Com o contorno de incertezas fabricado pela pandemia, o diretor conta que sua busca se concentra na história das pessoas em meio ao contexto. “Queremos enxergar o que é a profissão de saúde, enxergar quem está lá dentro. Tem gente que sente um dever, que conseguiu o emprego agora, que estava para se aposentar, estamos entendendo. Cada um vive de um jeito nesse momento. O que acontece com uma mãe de família dentro da pandemia? São pessoas que possuem uma noção de humanidade, de ajuda ao próximo e compromisso muito particular, isso está marcante.”

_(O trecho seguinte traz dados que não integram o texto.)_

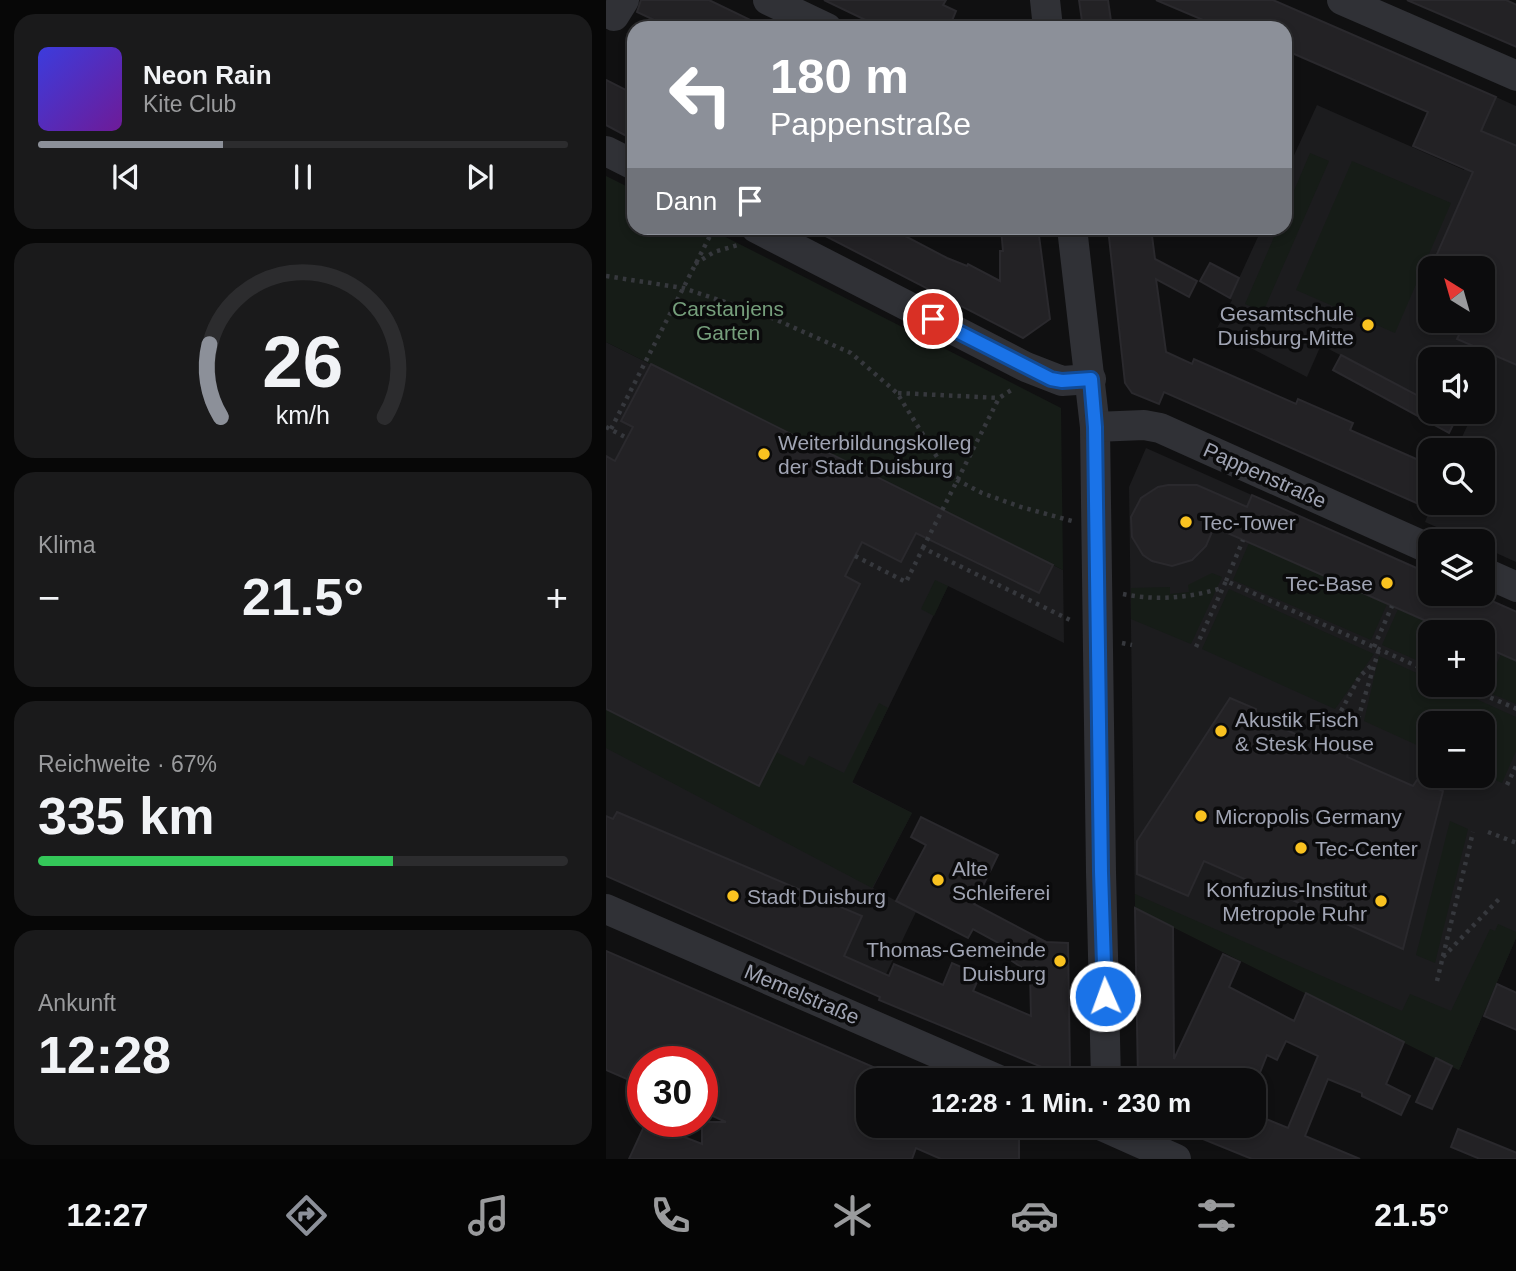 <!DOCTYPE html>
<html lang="de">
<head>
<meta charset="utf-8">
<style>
	body { margin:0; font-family:Arial,sans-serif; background:#1a1a1b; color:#f1f3f6; height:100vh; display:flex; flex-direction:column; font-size:26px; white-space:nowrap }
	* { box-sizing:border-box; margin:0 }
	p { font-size:23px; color:#9a9b9d }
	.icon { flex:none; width:38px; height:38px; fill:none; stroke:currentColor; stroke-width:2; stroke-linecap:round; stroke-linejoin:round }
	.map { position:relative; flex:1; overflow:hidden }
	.side { display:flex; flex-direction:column; gap:14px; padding:14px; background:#070707; width:606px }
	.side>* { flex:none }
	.top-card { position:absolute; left:21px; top:21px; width:665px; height:214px; border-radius:21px; box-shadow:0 4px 10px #0003,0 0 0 2px #2c2c2e; background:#8c9099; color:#fff; overflow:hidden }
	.needle { width:46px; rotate:323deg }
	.controls { position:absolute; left:812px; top:256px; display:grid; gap:14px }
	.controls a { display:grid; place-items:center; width:77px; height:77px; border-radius:14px; background:#0c0c0d; box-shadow:0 4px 10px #0003,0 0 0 2px #2c2c2e; font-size:35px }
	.speed { position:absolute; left:21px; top:1046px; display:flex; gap:14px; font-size:35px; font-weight:700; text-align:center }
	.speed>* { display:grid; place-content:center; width:91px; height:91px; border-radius:50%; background:#0c0c0d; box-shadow:0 4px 10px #0003,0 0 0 2px #2c2c2e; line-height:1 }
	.speed .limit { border:10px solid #d22; background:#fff; color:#111 }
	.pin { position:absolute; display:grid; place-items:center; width:60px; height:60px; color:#fff; margin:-30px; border:4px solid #fff; border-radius:50%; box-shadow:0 2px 7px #0007 }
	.me { position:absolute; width:77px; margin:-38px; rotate:358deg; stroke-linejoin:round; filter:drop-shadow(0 0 5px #0008) }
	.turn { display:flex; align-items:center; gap:24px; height:147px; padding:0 28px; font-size:32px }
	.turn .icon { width:91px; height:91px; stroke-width:2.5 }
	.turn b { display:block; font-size:49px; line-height:60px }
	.then { display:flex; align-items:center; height:66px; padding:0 28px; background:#0003; gap:14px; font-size:26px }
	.big { font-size:52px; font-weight:600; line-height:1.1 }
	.side .card { flex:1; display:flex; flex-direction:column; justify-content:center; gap:10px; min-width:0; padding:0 24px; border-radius:21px; background:#1a1a1b }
	.side .dial { align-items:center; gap:0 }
	.dial svg { height:182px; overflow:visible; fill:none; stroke:#2c2c2e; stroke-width:7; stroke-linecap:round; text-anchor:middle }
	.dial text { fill:#f1f3f6; stroke:none }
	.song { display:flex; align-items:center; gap:21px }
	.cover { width:84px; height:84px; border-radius:10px; background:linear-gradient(135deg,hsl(240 70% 55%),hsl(280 70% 35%)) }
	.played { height:7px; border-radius:4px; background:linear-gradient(90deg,#8c9099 35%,#2c2c2e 35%) }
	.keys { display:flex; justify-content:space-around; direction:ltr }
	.heat { display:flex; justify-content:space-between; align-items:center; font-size:38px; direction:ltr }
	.charge { height:10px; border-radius:5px; background:linear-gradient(90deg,#34c759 67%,#2c2c2e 0) }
	.trip { position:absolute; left:250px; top:1068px; width:410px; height:70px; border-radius:21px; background:#0c0c0d; box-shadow:0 4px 10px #0003,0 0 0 2px #2c2c2e; font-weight:600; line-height:70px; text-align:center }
	.tab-bar { display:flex; height:112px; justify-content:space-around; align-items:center; background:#050505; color:#9a9b9d }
	.tab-bar .icon { width:49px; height:49px }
	.tab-bar .active { color:#8c9099 }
	.tab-bar b { font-size:32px; color:#f1f3f6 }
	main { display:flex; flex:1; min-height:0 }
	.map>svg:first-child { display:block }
	.built { fill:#1c1c1e; fill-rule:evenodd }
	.green { fill:#161c17 }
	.building { fill:#232225; stroke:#2a292d; stroke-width:2 }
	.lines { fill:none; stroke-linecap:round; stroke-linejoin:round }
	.path { stroke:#36383d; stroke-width:4.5; stroke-dasharray:3.5 5; stroke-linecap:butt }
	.minor { stroke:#303136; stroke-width:30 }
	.route-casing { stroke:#114b97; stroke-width:18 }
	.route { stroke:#1a73e8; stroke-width:12 }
	.poi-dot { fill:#f9c220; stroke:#0b0b0c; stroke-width:2.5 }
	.labels { text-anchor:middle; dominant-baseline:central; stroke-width:7; stroke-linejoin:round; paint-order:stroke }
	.park-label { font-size:21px; fill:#769f7c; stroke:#0b0b0c }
	.poi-label { font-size:21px; fill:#a0a4b3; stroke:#0b0b0c; text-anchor:start }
	.street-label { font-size:21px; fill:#a0a4b3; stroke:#0b0b0c }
</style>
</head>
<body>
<main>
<section class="side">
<div class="card">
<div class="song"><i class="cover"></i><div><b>Neon Rain</b><p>Kite Club</p></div></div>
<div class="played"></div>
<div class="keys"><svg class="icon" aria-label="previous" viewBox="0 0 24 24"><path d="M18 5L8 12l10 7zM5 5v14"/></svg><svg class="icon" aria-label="pause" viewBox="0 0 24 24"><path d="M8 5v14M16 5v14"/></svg><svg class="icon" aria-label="next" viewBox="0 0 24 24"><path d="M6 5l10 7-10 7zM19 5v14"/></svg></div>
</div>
<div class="card dial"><svg viewBox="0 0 100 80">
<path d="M14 69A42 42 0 1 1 86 69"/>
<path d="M14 69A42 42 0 0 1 9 37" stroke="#8c9099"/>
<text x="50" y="56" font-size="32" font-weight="700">26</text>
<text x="50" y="72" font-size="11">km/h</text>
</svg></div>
<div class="card"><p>Klima</p>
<div class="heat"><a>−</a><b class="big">21.5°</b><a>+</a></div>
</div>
<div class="card"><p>Reichweite · 67%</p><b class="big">335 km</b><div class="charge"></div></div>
<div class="card"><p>Ankunft</p><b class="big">12:28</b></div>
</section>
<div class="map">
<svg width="911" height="1159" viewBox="0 0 911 1159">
	<rect width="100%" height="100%" fill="#101011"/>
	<g class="built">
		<path d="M 890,97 L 910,106 L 910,562 L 877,547 L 877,541 L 862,541 L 819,522 L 827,502 L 877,502 L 877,450 L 850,450 L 863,422 L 843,411 L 877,411 L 877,359 L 824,359 L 824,402 L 715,345 L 701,377 L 610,330 L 626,300 L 624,298 L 656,228 L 679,228 L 679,175 L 711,105 L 858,170 ZM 824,268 L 877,268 L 877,320 L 824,320 Z"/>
		<path d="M 0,342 L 457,570 L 458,643 L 342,586 L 246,782 L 306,813 L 267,888 L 310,912 L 270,995 L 0,876 Z"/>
		<path d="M 540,448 L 824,574 L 824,593 L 910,612 L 910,938 L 853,1070 L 529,908 L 523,487 ZM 824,632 L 877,632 L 877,684 L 824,684 ZM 824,723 L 877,723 L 877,775 L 824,775 Z"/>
	</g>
	<g class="green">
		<path d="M 704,153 L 723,161 L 657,312 L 639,304 L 672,228 L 679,228 L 679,212 Z"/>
		<path d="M 746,161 L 845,203 L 789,333 L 690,290 Z"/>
		<path d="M 0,176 L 28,190 L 28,228 L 102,228 L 455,408 L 457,570 L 0,342 Z"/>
		<path d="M 643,543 L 781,604 L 765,640 L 627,580 Z"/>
		<path d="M 606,573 L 616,577 L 585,644 L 525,619 L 525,588 L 564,587 L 564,594 L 583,592 L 582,585 Z"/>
		<path d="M 329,580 L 342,586 L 328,616 L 315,609 Z"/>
		<path d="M 623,589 L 768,654 L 729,709 L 596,649 Z"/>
		<path d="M 792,609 L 845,632 L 824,632 L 824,666 L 776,645 Z"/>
		<path d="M 895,654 L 910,661 L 910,704 L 879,691 Z"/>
		<path d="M 773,656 L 824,679 L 824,684 L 837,684 L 910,717 L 910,751 L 896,783 L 877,774 L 877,723 L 824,723 L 824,751 L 758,721 Z"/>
		<path d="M 273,703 L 282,708 L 246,783 L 306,813 L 266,888 L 0,748 L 0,709 L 152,786 L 170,752 L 198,766 L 203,756 L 238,773 Z"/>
		<path d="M 844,821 L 862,829 L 829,963 L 810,955 Z"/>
		<path d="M 529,894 L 796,1011 L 804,994 L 845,1011 L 884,929 L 889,931 L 892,924 L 910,932 L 910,938 L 853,1070 L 529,908 Z"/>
	</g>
	<g class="building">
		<path d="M 35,0 L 103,0 L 161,28 L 65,28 L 31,12 Z"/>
		<path d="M 218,0 L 340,0 L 337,5 L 350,11 L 343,28 L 270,28 L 270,25 Z"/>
		<path d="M 473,0 L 502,0 L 506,28 L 477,28 Z"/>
		<path d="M 550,0 L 667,0 L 890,97 L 875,131 L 911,146 L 911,365 L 851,339 L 860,320 L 877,320 L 877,268 L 843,268 L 828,261 L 867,172 L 807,146 L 822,112 L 679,50 L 679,28 L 616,28 Z"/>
		<path d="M 801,0 L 900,0 L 911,5 L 911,47 Z"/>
		<path d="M 0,80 L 28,94 L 28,140 L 0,125 Z"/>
		<path d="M 204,228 L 284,228 L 341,258 L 361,266 L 362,264 L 394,281 L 394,251 L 397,251 L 395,228 L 432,228 L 444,319 L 417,338 Z"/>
		<path d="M 502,228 L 545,228 L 549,259 L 591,281 L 583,297 L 550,279 L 560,352 L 586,364 L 588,359 L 690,404 L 692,399 L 747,423 L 744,430 L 824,465 L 824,509 L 558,392 L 553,404 L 526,393 L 519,383 Z"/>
		<path d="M 604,263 L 633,278 L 624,298 L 594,281 Z"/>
		<path d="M 735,355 L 824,402 L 824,411 L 854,411 L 843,433 L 727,370 Z"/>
		<path d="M 45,364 L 447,565 L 433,593 L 310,533 L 295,562 L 256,542 L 239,576 L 254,584 L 153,786 L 0,709 L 0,456 L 9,461 L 27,427 L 15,421 Z"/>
		<path d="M 562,485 L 591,485 L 641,507 L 646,495 L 824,574 L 824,593 L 868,593 L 911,612 L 911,661 L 877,646 L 877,632 L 845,632 L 608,527 L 600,546 L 586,560 L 566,566 L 546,561 L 537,555 L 526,537 L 525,517 L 535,498 L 552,487 Z"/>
		<path d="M 624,698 L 650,709 L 649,716 L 714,745 L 719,739 L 743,750 L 741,757 L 807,786 L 811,780 L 837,791 L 797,949 L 598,861 L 582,896 L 531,874 L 531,841 Z"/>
		<path d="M 11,812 L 256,916 L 238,956 L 283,976 L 288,964 L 337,985 L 346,963 L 374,975 L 367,991 L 425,1016 L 424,973 L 406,961 L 411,953 L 367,929 L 362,938 L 290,901 L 320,845 L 305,837 L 315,817 L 392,855 L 368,904 L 440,942 L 462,943 L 464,1070 L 455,1075 L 273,1000 L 274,997 L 0,876 L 0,816 L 7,819 Z"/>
		<path d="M 529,908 L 567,927 L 568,1059 L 617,954 L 634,962 L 623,987 L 688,1021 L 700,993 L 798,1042 L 780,1084 L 804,1096 L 795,1115 L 756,1096 L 756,1093 L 722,1079 L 699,1136 L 754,1159 L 646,1159 L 565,1126 L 648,1125 L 648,1114 L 682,1128 L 712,1056 L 680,1041 L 671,1060 L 661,1055 L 651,1080 L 532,1080 Z"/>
		<path d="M 0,951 L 297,1080 L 262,1080 L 262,1125 L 386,1125 L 386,1130 L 413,1129 L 413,1159 L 335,1159 L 310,1148 L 306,1159 L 23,1159 L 40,1122 L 96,1144 L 96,1122 L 120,1122 L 96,1111 L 96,1062 L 37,1062 L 37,1086 L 0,1070 Z"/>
		<path d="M 891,984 L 911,993 L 911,1030 L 878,1016 Z"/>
		<path d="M 830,1058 L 846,1066 L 826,1109 L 810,1102 Z"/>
		<path d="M 852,1129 L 911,1153 L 911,1159 L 874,1159 L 845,1147 Z"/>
	</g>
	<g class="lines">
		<g class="path">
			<path d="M 89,264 L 108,252 L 132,245"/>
			<path d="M 0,276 L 77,288 L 164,317 L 245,353 L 291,393 L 336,465 L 351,480 L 376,493 L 415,507 L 466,521"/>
			<path d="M 292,393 L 393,398"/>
			<path d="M 0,427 L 21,438"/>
			<path d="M 5,429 L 108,228"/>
			<path d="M 317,548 L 393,398 L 407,389"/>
			<path d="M 249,556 L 300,582 L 317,548 L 466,621"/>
			<path d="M 620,581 L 637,540"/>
			<path d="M 517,594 C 552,601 582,598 616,588"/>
			<path d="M 516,643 L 526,645"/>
			<path d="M 590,647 L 620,581 L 824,672"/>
			<path d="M 768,647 L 786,606"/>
			<path d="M 877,680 L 889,652"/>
			<path d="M 853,684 L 911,709"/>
			<path d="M 735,711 L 754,676 L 767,664"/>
			<path d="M 752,719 L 773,649"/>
			<path d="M 901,785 L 911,764"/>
			<path d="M 882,832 L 911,843"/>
			<path d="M 837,957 L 893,899"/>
			<path d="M 831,981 L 867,832"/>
		</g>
		<g class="minor">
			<path d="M 162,0 L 221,28"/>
			<path d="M 439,0 L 442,28"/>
			<path d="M 736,0 L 911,76"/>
			<path d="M 8,16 L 18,0"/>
			<path d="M 0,151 L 28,165"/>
			<path d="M 150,228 L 420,367 L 456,381 L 485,379"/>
			<path d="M 466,228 L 489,427 L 495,872 L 500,1080"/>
			<path d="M 489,427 L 538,425 L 554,428 L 824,549"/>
			<path d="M 877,572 L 911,587"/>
			<path d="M 0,909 L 393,1080"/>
			<path d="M 494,1125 L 570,1159"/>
		</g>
	</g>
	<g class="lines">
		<defs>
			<path id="route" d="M 327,319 L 445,379 L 456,381 L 485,379 L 489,427 L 495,872 L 499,996"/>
		</defs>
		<use href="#route" class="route-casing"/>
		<use href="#route" class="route"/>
	</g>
	<g class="poi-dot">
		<circle cx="762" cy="325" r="7"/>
		<circle cx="158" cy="454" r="7"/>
		<circle cx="580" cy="522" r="7"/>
		<circle cx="781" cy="583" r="7"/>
		<circle cx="615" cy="731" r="7"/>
		<circle cx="595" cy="816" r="7"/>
		<circle cx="695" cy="848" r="7"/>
		<circle cx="332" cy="880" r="7"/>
		<circle cx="127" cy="896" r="7"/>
		<circle cx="775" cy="901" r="7"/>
		<circle cx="454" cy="961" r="7"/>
	</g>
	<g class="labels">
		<g class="park-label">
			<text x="122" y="308">Carstanjens<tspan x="122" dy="24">Garten</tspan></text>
		</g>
		<g class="poi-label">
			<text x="748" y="313" text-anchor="end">Gesamtschule<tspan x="748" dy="24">Duisburg-Mitte</tspan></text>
			<text x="172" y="442">Weiterbildungskolleg<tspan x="172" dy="24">der Stadt Duisburg</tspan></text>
			<text x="594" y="522">Tec-Tower</text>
			<text x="767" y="583" text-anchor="end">Tec-Base</text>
			<text x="629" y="719">Akustik Fisch<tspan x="629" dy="24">&amp; Stesk House</tspan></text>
			<text x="609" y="816">Micropolis Germany</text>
			<text x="709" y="848">Tec-Center</text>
			<text x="346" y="868">Alte<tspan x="346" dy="24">Schleiferei</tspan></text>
			<text x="761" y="889" text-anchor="end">Konfuzius-Institut<tspan x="761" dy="24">Metropole Ruhr</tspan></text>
			<text x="141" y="896">Stadt Duisburg</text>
			<text x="440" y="949" text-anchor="end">Thomas-Gemeinde<tspan x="440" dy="24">Duisburg</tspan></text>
		</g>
		<g class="street-label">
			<text transform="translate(659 475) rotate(24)">Pappenstraße</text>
			<text transform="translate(196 994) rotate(23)">Memelstraße</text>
		</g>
	</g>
</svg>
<div class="controls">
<a><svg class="needle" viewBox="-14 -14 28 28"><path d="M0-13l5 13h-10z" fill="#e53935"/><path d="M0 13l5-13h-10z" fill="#9a9b9d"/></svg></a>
<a><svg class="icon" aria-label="sound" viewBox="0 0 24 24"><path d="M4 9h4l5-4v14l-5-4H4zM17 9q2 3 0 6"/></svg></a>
<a><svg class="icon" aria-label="search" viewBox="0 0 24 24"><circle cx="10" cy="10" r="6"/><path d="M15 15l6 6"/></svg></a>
<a><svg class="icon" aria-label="layers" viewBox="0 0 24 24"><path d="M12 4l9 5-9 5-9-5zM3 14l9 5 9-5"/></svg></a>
<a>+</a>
<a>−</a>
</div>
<div class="speed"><div class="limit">30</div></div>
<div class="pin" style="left:327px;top:319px;background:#d93025"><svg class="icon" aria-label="arrive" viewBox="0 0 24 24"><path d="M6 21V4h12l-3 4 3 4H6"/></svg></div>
<svg class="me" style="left:499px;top:996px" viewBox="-20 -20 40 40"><circle r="17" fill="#1a73e8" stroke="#fff" stroke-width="3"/><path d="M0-11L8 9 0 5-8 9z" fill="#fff"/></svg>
<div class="trip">12:28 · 1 Min. · 230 m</div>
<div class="top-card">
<div class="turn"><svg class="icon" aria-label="left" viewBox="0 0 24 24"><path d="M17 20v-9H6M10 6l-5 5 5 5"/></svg><div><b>180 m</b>Pappenstraße</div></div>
<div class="then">Dann<svg class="icon" aria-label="arrive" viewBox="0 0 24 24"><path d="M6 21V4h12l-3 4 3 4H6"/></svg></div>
</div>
</div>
</main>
<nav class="tab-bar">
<b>12:27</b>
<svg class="icon active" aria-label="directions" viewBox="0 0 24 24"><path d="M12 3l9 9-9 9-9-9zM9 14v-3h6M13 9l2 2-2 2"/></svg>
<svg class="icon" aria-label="music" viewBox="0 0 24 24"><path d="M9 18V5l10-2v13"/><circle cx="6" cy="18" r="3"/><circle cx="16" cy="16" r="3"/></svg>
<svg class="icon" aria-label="phone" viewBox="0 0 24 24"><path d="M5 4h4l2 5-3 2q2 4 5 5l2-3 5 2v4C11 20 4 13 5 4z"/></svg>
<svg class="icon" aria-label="climate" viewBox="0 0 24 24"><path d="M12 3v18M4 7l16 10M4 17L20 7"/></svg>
<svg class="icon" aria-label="car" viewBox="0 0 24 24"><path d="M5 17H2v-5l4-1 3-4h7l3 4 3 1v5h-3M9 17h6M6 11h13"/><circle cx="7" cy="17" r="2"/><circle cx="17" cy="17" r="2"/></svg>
<svg class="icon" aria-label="filters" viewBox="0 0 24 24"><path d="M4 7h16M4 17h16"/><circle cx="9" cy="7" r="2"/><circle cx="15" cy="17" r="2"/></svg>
<b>21.5°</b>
</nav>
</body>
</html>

O olhar sobre a situação do hospital e dos profissionais foi bem recebido por uma parte da equipe de funcionários e médicos, que viu no interesse dos cineastas uma ocasião favorável também para o Emílio Ribas, fundado há 140 anos e referência nacional no tratamento de outras epidemias históricas, como as de varíola, febre amarela, meningite (ocultada pela ditadura militar nos anos 1970) e aids. “Além de toda essa história, até hoje o hospital é referência do SUS para doenças infecciosas, cujos pacientes carregam um peso com o termo ‘infectado’. Como o hospital acaba cuidando dos excluídos da sociedade, no pronto socorro aparece todo mundo”, conta Ito. “Me sinto honrado por essas pessoas confiarem suas histórias na gente.” O diretor complementa: “Existem histórias se cruzando, porque uma geração de profissionais que tratou do HIV agora enfrenta outra epidemia, mais experiente. Essa conversa nas redes sociais de que a epidemia expõe a desigualdade no País… Eles já sabem disso há muito tempo”.

O universo dos pacientes igualmente é abordado pela dupla, interessada em estender a captação para outros locais da cidade, como Paraisópolis. “A triagem no hospital é muito interessante, encontramos pacientes espontâneos, dispostos a falar”, diz Ito. O interesse, porém, é diferente do jornalístico, mais afeito às notícias do momento. “Nesse tempo lá, criamos laços com as pessoas. O mais interessante tem sido a vida das pessoas em relação à pandemia”, garante o fotógrafo.

Apesar da abordagem pensada para o cinema, a dupla também pretende aproveitar parte do material em forma de pílulas para o projeto Solos, lançado esta semana nas redes (@projeto.solos), voltado para narrativas independentes para a web.

Uma das inspirações recentes do diretor – cinéfilo e entusiasta do cinema dos anos 1980 – é Werner Herzog. “Assisti a uma masterclass em que ele diz: ‘tudo o que você precisa para fazer um documentário é um fotógrafo e um microfone”. Aí, eu disse: obrigado, Herzog, porque sempre achei que precisava de mais”, conta. Disponíveis aos acontecimentos, eles não têm certeza de quanto tempo o projeto vai durar, “por mais que todo mundo esteja sedento por conteúdo”.

“A gente brinca que tudo virou narrativa. Ficar em casa, ir trabalhar, até apenas existir. Claro que dá vontade de contar um monte de histórias dentro desse lugar. Mas, ao mesmo tempo, a pandemia afetou as produtoras. Estamos ainda buscando financiamento”, conta o diretor.

Seja como for, as próximas semanas continuarão testemunhas do entusiasmo de dois cineastas, mergulhados num projeto de enorme relevância.

As informações são do jornal O Estado de S. Paulo.